One, sometimes up to five, unscented flowers up to 11-16 mm in diameter are borne on a thin, wiry spike, 1-30 cm tall. The sepals and petals are white, pale mauve or pinkish with greenish-white tips. The dorsal sepal is erect with its sides turned forwards, the lateral sepals are held horizontally and flat and the petals either spread widely or turn inwards. The dorsal sepal is 6-11 mm long and narrow egg-shaped, the lateral sepals and petals are 6-8 mm, about 2 mm wide, curved like a sickle and egg-shaped with the narrower end towards the base.
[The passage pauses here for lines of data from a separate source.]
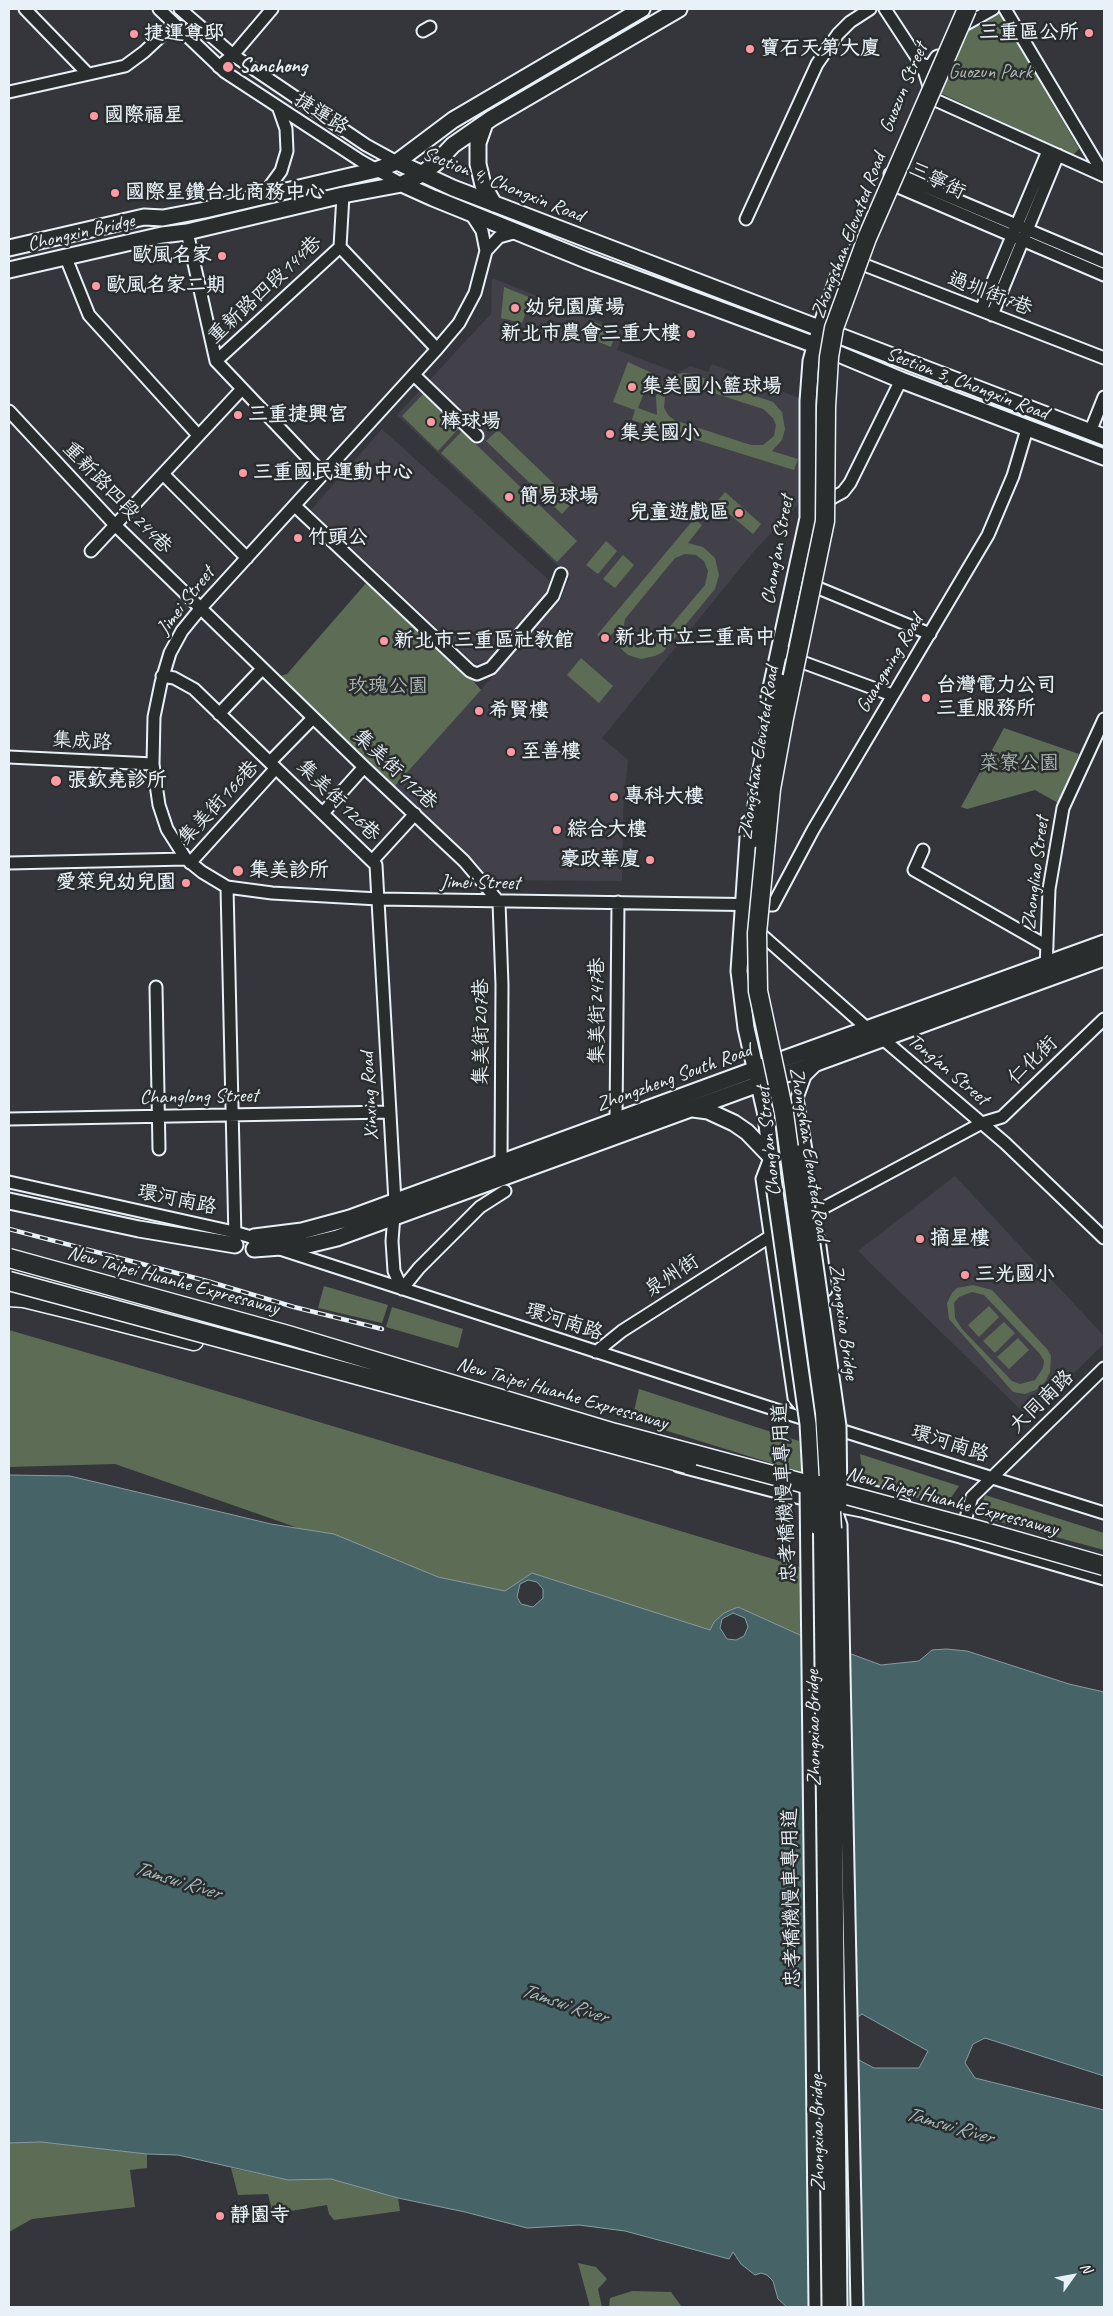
<!DOCTYPE html>
<meta charset="utf-8">
<style>
body{margin:0}
#map{position:relative;width:1113px;height:2316px;overflow:hidden;background:#35363b;font-family:Caveat,sans-serif}
canvas{display:block}
.frame{position:absolute;inset:0;border:10px solid #e8f1f8;pointer-events:none}
.north{position:absolute;left:1048px;top:2251px;width:50px;height:50px;-webkit-text-stroke:4px #2a2d2e;paint-order:stroke;rotate:58deg;font-size:14px;font-weight:700;line-height:20px;text-align:center;color:#e8f1f8}
.north::after{content:'';display:block;margin:auto;width:18px;height:22px;background:#e8f1f8;clip-path:polygon(50% 0,100% 100%,50% 72%,0 100%)}
</style>
<div id="map">
<canvas width="1113" height="2316"></canvas>
<div class="frame"></div>
<div class="north">N</div>
</div>
<script>
const g = document.querySelector('canvas').getContext('2d');
g.lineJoin = 'round';
function fillPath(path, color) { g.fillStyle = color; g.fill(path, 'evenodd'); }
const poly = rows => new Path2D(rows.map(r => 'M' + r).join(''));
function strokePath(path, color, width, dash) { g.strokeStyle = color; g.lineWidth = width; g.lineCap = dash ? 'butt' : 'round'; g.setLineDash(dash || []); g.stroke(path); }
function label(font, color, halo, rows, align = 'center') {
  g.font = font + ' Caveat,"LXGW WenKai TC",sans-serif'; g.lineWidth = 5; g.setLineDash([]); g.textBaseline = 'middle'; g.strokeStyle = halo; g.fillStyle = color; for (const [text, x, y, turn = 0] of rows) {
    g.save(); g.translate(x, y); g.rotate((+turn || 0) * Math.PI / 180); g.textAlign = isNaN(turn) ? turn : align; if (halo) g.strokeText(text, 0, 0); g.fillText(text, 0, 0); g.restore();
  }
}
fillPath(poly([
 [492,278,625,331,617,350,678,373,690,366,708,372,712,364,804,400,803,499,755,550,602,738,628,760,623,811,622,881,491,880,394,787,560,601,570,577,397,415,491,314],
 [382,429,551,582,547,594,486,662,474,663,311,510],
 [955,1176,1104,1336,1104,1344,1028,1417,858,1251]
]), '#42414a');
fillPath(poly([
 [1000,13,1079,149,1073,155,938,92,964,33],
 [504,287,531,298,522,323,501,318],
 [590,320,616,332,611,347,584,336],
 [628,362,652,373,638,408,657,415,656,396,661,385,671,376,683,373,692,374,773,402,782,412,785,429,782,440,772,451,798,459,794,470,632,420,635,410,613,402],
 [689,385,763,409,773,418,776,425,774,436,763,445,751,445,674,420,669,416,664,408,665,396,676,386],
 [425,392,460,427,438,451,402,416],
 [498,430,573,502,562,514,486,441],
 [462,431,577,541,557,562,441,453],
 [725,492,761,524,753,534,716,503],
 [694,519,702,525,688,543,703,547,715,558,719,575,715,589,663,652,655,656,641,659,628,655,617,645,613,633,605,641,597,635],
 [685,554,696,555,704,561,708,571,705,585,657,642,644,647,634,645,626,637,623,631,625,619,675,558],
 [606,541,617,551,598,574,586,565],
 [623,555,634,565,615,588,603,579],
 [367,582,440,642,481,690,394,787,280,676,287,674],
 [581,658,613,686,599,703,567,675],
 [1004,728,1079,754,1058,803,1035,790,967,809,961,807],
 [973,1285,992,1290,1047,1349,1051,1356,1050,1372,1045,1382,1036,1390,1025,1394,1013,1392,949,1319,947,1303,952,1293,957,1288],
 [972,1292,984,1295,1040,1354,1044,1361,1043,1368,1035,1380,1020,1384,1012,1381,962,1329,955,1318,954,1303,959,1297],
 [324,1286,388,1305,382,1323,318,1308],
 [989,1306,999,1317,979,1337,968,1325],
 [392,1307,463,1329,458,1348,386,1327],
 [1004,1322,1015,1333,995,1353,983,1341],
 [9,1330,160,1374,803,1568,800,1635,738,1607,714,1622,710,1631,532,1573,505,1591,470,1588,115,1464,9,1467],
 [1018,1338,1029,1350,1009,1369,997,1357],
 [639,1389,799,1441,803,1473,632,1420],
 [860,1454,959,1486,946,1505,850,1481,862,1469],
 [985,1495,1104,1533,1104,1550,978,1516],
 [41,2142,147,2154,147,2168,130,2170,135,2207,32,2219,9,2232,9,2143],
 [231,2168,288,2180,331,2179,398,2198,400,2211,334,2220,329,2214,327,2205,273,2214,268,2194,238,2195],
 [578,2263,596,2267,607,2279,598,2289,602,2307,590,2307],
 [632,2291,671,2292,682,2307,609,2307,610,2298]
]), '#5d6c55');
const water = poly([
 [9,1475,70,1476,271,1524,334,1534,438,1577,505,1591,532,1573,710,1630,714,1622,724,1613,738,1607,800,1635,881,1665,919,1661,932,1650,946,1649,967,1651,1069,1684,1104,1692,1104,2076,985,2038,973,2044,965,2063,975,2078,1104,2110,1104,2307,787,2307,778,2299,773,2281,767,2275,761,2273,755,2275,741,2264,733,2252,729,2259,625,2231,579,2225,527,2228,465,2212,398,2198,331,2179,288,2180,178,2155,147,2154,41,2142,9,2143,9,1475],
 [528,1580,537,1582,543,1589,543,1598,533,1607,521,1604,517,1597,520,1584,528,1580],
 [733,1613,745,1618,748,1627,744,1636,736,1640,727,1639,720,1628,722,1619,733,1613],
 [862,2014,928,2051,919,2068,874,2068,823,2041,862,2014]
]);
fillPath(water, '#466467');
strokePath(water, '#879ca1', 1);
const minor = poly([
 [25,9,88,74],
 [159,9,225,72,361,161,402,184],
 [180,9,233,55,366,145,397,162],
 [885,9,923,67,933,99,1104,176],
 [1005,9,1104,175],
 [959,28,993,9],
 [423,31,430,27],
 [219,67,233,55,272,9],
 [9,92,125,66,144,52,174,24],
 [890,174,900,176,1104,262],
 [891,177,896,186,1104,275],
 [262,197,281,171,287,151,286,129,279,109],
 [471,214,482,231,486,251,475,293,459,323,437,349,200,609,182,631,170,653,161,683,154,717,153,764,159,805,167,829,186,859,202,872,227,887,272,893,378,899,773,905,813,830,988,535,1013,476,1027,429],
 [746,219,817,64,838,34,850,22,870,9],
 [187,232,216,361,323,474],
 [340,247,437,349],
 [340,247,343,195],
 [486,251,499,237,517,232],
 [68,263,89,315,198,435],
 [862,264,1104,358],
 [981,310,1048,151],
 [992,315,1058,155],
 [216,361,340,247],
 [414,375,477,436],
 [9,411,115,525,364,767,464,861,499,902,502,985,501,1162],
 [1090,432,1104,397],
 [163,474,247,558],
 [832,498,843,492,850,483,901,380],
 [295,506,470,671,477,674,491,668,553,596,561,574],
 [91,551,242,389],
 [818,588,930,634],
 [780,649,802,662,892,695],
 [162,676,174,678,194,689,376,865,395,1202,392,1241,394,1271,402,1289,419,1268,480,1207,505,1191],
 [219,714,262,669],
 [9,757,153,764],
 [270,762,313,718],
 [323,813,364,767],
 [923,850,914,870,1047,946],
 [373,860,415,814],
 [9,863,186,859],
 [190,863,276,768],
 [227,887,235,1238],
 [763,936,868,1029,883,1039,1005,1143,1104,1238],
 [1046,969,1049,889,1063,808,1104,719],
 [156,987,159,1149],
 [9,1119,390,1112],
 [616,1120,618,902],
 [807,1156,797,1098,805,1076,816,1065],
 [770,1158,762,1179,794,1398,807,1414],
 [9,1182,234,1232,261,1240],
 [814,1213,982,1123,1002,1117,1104,1019],
 [819,1239,826,1290],
 [280,1249,789,1414,1104,1513],
 [596,1352,622,1331,771,1236],
 [678,1466,815,1502],
 [831,1481,886,1495,904,1503],
 [831,1505,862,1511,960,1537,1104,1579],
 [838,1516,841,1525,857,2307],
 [962,1531,972,1497,1104,1368]
]);
const major = poly([
 [923,67,929,68,933,66,938,58],
 [485,123,478,143,478,164,483,185,494,204],
 [397,162,453,188,1104,437],
 [402,184,433,198,586,260,834,352,901,380,1104,457],
 [9,248,144,217,163,218,205,210,376,170,397,162,453,120,642,9],
 [9,270,162,235,187,232,343,195,402,184,420,175,436,163,453,145,492,118,679,9],
 [769,697,808,518,808,401,811,361,820,329,840,272,849,266,856,250],
 [749,823,739,971,746,1028,766,1115,773,1178],
 [790,1107,799,1153],
 [693,1109,708,1111,734,1123,747,1132,771,1157],
 [9,1201,139,1229,235,1245],
 [254,1237,302,1231,350,1218,756,1069,1104,943],
 [254,1249,308,1245,337,1238,1104,958],
 [836,1520,832,1529,839,2307],
 [817,1525,825,2307]
]);
const highway = poly([
 [9,1297,24,1298,77,1311,194,1341]
]);
strokePath(minor, '#e8f1f8', 15);
strokePath(major, '#e8f1f8', 19);
strokePath(highway, '#e8f1f8', 21);
strokePath(minor, '#2a2d2e', 11);
strokePath(major, '#2a2d2e', 15);
strokePath(highway, '#2a2d2e', 18);
const rail = poly([
 [9,1229,207,1281,294,1307,382,1329]
]);
strokePath(rail, '#e8f1f8', 4.5);
strokePath(rail, '#2a2d2e', 2.5, [8]);
const minorBridge = poly([
 [806,1487,815,2307]
]);
const majorBridge = poly([
 [799,1153,838,1426,839,1504],
 [773,1178,808,1424,812,1496]
]);
const highwayBridge = poly([
 [754,838,759,785,779,683],
 [9,1258,288,1335,615,1433,978,1530,1104,1566],
 [9,1281,687,1464],
 [817,1525,819,1485],
 [832,1529,825,1413,784,1113,758,991,757,933,771,789,784,718,825,521,826,407,829,357,834,328,867,238,967,9]
]);
strokePath(minorBridge, '#e8f1f8', 15, []);
strokePath(majorBridge, '#e8f1f8', 19, []);
strokePath(highwayBridge, '#e8f1f8', 21, []);
strokePath(minorBridge, '#2a2d2e', 11);
strokePath(majorBridge, '#2a2d2e', 15);
strokePath(highwayBridge, '#2a2d2e', 18);
for (const [x, y, r, color] of [
 [1089,33,5,"#ff9aa2"],
 [134,34,5,"#ff9aa2"],
 [750,49,5,"#ff9aa2"],
 [228,67,6,"#ff9aa2"],
 [94,116,5,"#ff9aa2"],
 [115,193,5,"#ff9aa2"],
 [222,256,5,"#ff9aa2"],
 [96,286,5,"#ff9aa2"],
 [515,308,5,"#ff9aa2"],
 [691,334,5,"#ff9aa2"],
 [632,387,5,"#ff9aa2"],
 [238,415,5,"#ff9aa2"],
 [431,422,5,"#ff9aa2"],
 [610,434,5,"#ff9aa2"],
 [243,473,5,"#ff9aa2"],
 [509,497,5,"#ff9aa2"],
 [739,513,5,"#ff9aa2"],
 [298,538,5,"#ff9aa2"],
 [605,638,5,"#ff9aa2"],
 [384,641,5,"#ff9aa2"],
 [926,698,5,"#ff9aa2"],
 [479,711,5,"#ff9aa2"],
 [511,752,5,"#ff9aa2"],
 [56,781,6,"#ff9aa2"],
 [614,797,5,"#ff9aa2"],
 [557,830,5,"#ff9aa2"],
 [650,860,5,"#ff9aa2"],
 [238,871,6,"#ff9aa2"],
 [186,883,5,"#ff9aa2"],
 [920,1239,5,"#ff9aa2"],
 [965,1275,5,"#ff9aa2"],
 [220,2216,5,"#ff9aa2"]
]) { const dot = new Path2D(); dot.arc(x, y, r, 0, 2 * Math.PI); g.fillStyle = color; g.fill(dot); strokePath(dot, '#2a2d2e', 2); }
label('bold 20px', '#e8f1f8', '#2a2d2e', [
 ["三重區公所",1079,33,"right"],
 ["捷運尊邸",144,34],
 ["寶石天第大廈",760,49],
 ["Sanchong",239,67],
 ["國際福星",104,116],
 ["國際星鑽台北商務中心",125,193],
 ["歐風名家",212,256,"right"],
 ["歐風名家二期",106,286],
 ["幼兒園廣場",525,308],
 ["新北市農會三重大樓",681,334,"right"],
 ["集美國小籃球場",642,387],
 ["三重捷興宮",248,415],
 ["棒球場",441,422],
 ["集美國小",620,434],
 ["三重國民運動中心",253,473],
 ["簡易球場",519,497],
 ["兒童遊戲區",729,513,"right"],
 ["竹頭公",308,538],
 ["新北市立三重高中",615,638],
 ["新北市三重區社教館",394,641],
 ["台灣電力公司",936,686],
 ["三重服務所",936,709],
 ["希賢樓",489,711],
 ["至善樓",521,752],
 ["張欽堯診所",67,781],
 ["專科大樓",624,797],
 ["綜合大樓",567,830],
 ["豪政華廈",640,860,"right"],
 ["集美診所",249,871],
 ["愛箂兒幼兒園",176,883,"right"],
 ["摘星樓",930,1239],
 ["三光國小",975,1275],
 ["靜園寺",230,2216]
], 'left');
label('20px', '#a9b5af', '#2a2d2e', [
 ["Guozun Park",990,73],
 ["玫瑰公園",388,687],
 ["菜寮公園",1019,764]
]);
label('20px', '#e8f1f8', '#2a2d2e', [
 ["Guozun Street",904,88,-67],
 ["捷運路",321,114,32],
 ["三寧街",937,181,26],
 ["Section 4, Chongxin Road",503,185,22],
 ["Chongxin Bridge",81,233,-13],
 ["Zhongshan Elevated Road",849,236,-69],
 ["重新路四段144巷",265,290,-43],
 ["過圳街7巷",990,294,21],
 ["Section 3, Chongxin Road",967,384,21],
 ["重新路四段244巷",117,498,46],
 ["Chong'an Street",778,550,-80],
 ["Jimei Street",186,601,-52],
 ["Guangming Road",890,664,-59],
 ["集成路",82,742,3],
 ["Zhongshan Elevated Road",759,753,-81],
 ["集美街112巷",395,770,43],
 ["集美街126巷",338,801,44],
 ["集美街166巷",219,803,-47],
 ["Zhongliao Street",1036,873,-83],
 ["Jimei Street",480,883,1],
 ["集美街247巷",598,1011,-90],
 ["集美街207巷",482,1032,-90],
 ["仁化街",1033,1061,-44],
 ["Tong'an Street",948,1070,40],
 ["Zhongzheng South Road",674,1078,-20],
 ["Xinxing Road",370,1096,-93],
 ["Changlong Street",199,1097,-1],
 ["Chong'an Street",769,1141,-96],
 ["Zhongshan Elevated Road",809,1154,81],
 ["環河南路",177,1200,12],
 ["泉州街",672,1276,-33],
 ["New Taipei Huanhe Expressaway",173,1281,15],
 ["環河南路",564,1322,18],
 ["Zhongxiao Bridge",843,1322,82],
 ["New Taipei Huanhe Expressaway",562,1394,16],
 ["大同南路",1042,1402,-44],
 ["環河南路",950,1444,18],
 ["忠孝橋機慢車專用道",785,1493,-93],
 ["New Taipei Huanhe Expressaway",952,1502,15],
 ["Zhongxiao Bridge",814,1728,-91],
 ["忠孝橋機慢車專用道",792,1898,-91],
 ["Zhongxiao Bridge",818,2133,-91]
]);
label('italic 21px', '#a7b9be', '#2a2d2e', [
 ["Tamsui River",177,1881,17],
 ["Tamsui River",564,2004,18],
 ["Tamsui River",949,2126,16]
]);
</script>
The column is green with transverse red bars. Flowering occurs between September and January and is followed from December to April by the fruit which is a green, oval-shaped capsule 10-12 mm long which sometimes has purple stripes.

==Taxonomy and naming==
C. chlorostyla was first formally described in 1997 by David Jones, Brian Molloy and Mark Clements from a specimen collected by Clements near the Tinline River. The description was published in The Orchadian.

==Distribution and habitat==
This caladenia grows in sunny position in scrub but also in old-growth forests and frequently in mature pine plantations.

C. saccata is regarded as a synonym of C. chlorostyla in New Zealand.

==Conservation==
C. chlorostyla was classified in 2012 as "not threatened".